Chickenshit

This story was written in February and March of 2023. I hope you enjoy.

My father calls you chickenshit. 


“You are so cute; you look like a little baby,” the nurse says to me, gently ripping a needle through the thin skin at the crease of my elbow—I cannot watch because it makes me feel woozy, but then I feel the blood escape my arm and I get woozy anyway—you really think I could do this to myself?

I wait a day to see a doctor. I wait two days to see a doctor. I wait three days and on the third day a quiet bear of a man takes me into his office and asks me to sit six feet away.”For safety,” he says. “Lithium,” he says. “Your parents were alcoholics,” he says, “and that comes with some baggage.” He sighs. “Yes, lithium, yes, yes. It is natural,” he says, “it’s on the periodic table of elements.” I imagine him prescribing me helium next. I imagine myself floating away. I am overwhelmed with joy.

The hospital spans a city block and I am in room A235 which sits at the intersection of California and Winona, which means I can take the bus south and then east to my house or west to “this is too much,” which I understand to mean “you are too much,” which, for the record, is right on the money. And I can’t take the bus, after all. Not yet.

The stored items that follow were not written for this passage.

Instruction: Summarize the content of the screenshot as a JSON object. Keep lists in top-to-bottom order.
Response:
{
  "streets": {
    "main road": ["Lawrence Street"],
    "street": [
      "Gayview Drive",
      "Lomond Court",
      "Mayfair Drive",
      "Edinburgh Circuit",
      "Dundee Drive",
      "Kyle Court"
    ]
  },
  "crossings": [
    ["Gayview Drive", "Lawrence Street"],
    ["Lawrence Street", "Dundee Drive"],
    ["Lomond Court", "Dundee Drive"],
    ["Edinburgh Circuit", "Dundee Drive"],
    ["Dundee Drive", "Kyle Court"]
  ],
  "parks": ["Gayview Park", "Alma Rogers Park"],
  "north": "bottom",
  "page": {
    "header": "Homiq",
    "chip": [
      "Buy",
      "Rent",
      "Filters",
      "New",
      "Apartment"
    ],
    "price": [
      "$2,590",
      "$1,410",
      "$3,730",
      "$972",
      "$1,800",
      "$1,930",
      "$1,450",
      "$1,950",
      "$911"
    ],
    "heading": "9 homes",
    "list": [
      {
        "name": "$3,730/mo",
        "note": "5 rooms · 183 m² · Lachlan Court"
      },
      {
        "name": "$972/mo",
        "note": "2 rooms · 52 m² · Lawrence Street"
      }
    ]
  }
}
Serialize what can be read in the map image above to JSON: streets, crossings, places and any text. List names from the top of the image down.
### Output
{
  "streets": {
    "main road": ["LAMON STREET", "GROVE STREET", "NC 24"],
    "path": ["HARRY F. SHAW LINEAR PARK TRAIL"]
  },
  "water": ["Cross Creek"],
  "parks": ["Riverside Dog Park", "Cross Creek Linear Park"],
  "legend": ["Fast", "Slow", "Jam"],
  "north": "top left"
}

“You have a phone call,” I hear at nine a.m. “You have a phone call,” I hear at ten. “You have a phone call,” I hear at lunch time. It is my father every time, persistent, convinced that his calls are keeping me alive (and, in a way, they are). He tells me “you are loved,” he tells me “you are missed,” he asks me “do you need me to come visit?” And I say “No, no, no.” Sometimes when the phone rings it is a friend instead; “how’s it going?” they all say before catching themselves with embarrassment, only realizing what they’ve asked after I laugh at the question. How’s it going, indeed. Ha, ha, ha.

For my job I work with hospitals, helping them find and purchase art—the really boring shit you see in hallways and waiting rooms. Landscapes, rivers, fields of flowers, waterfalls, realistic, traditional. “Please, please,” screams a woman down the hallway. I stare at a painting of magnolias. “It hurts, please!” The painter’s technique is terrible. 

By the end of the third day I am exhausted with the entire routine: wake up, vitals, “do you have thoughts of hurting yourself?” breakfast, TV time (cop show 1, cop show 2, Family Guy, cop show 3), the screaming, a phone call, lunch, vitals, “do you have any thoughts of hurting anyone else?” tv time (Discovery network, the Fast and the Furious movies on TNT, Family Guy, cop show 4), the crying, quiet time, nap, phone call, dinner, vitals, “do you have any thoughts at all?” TV time (this time a movie—Save the Last Dance, followed by Family Guy) the screaming and crying, a phone call, quiet time, sleep. I am the most rested I have ever been, and I am exhausted.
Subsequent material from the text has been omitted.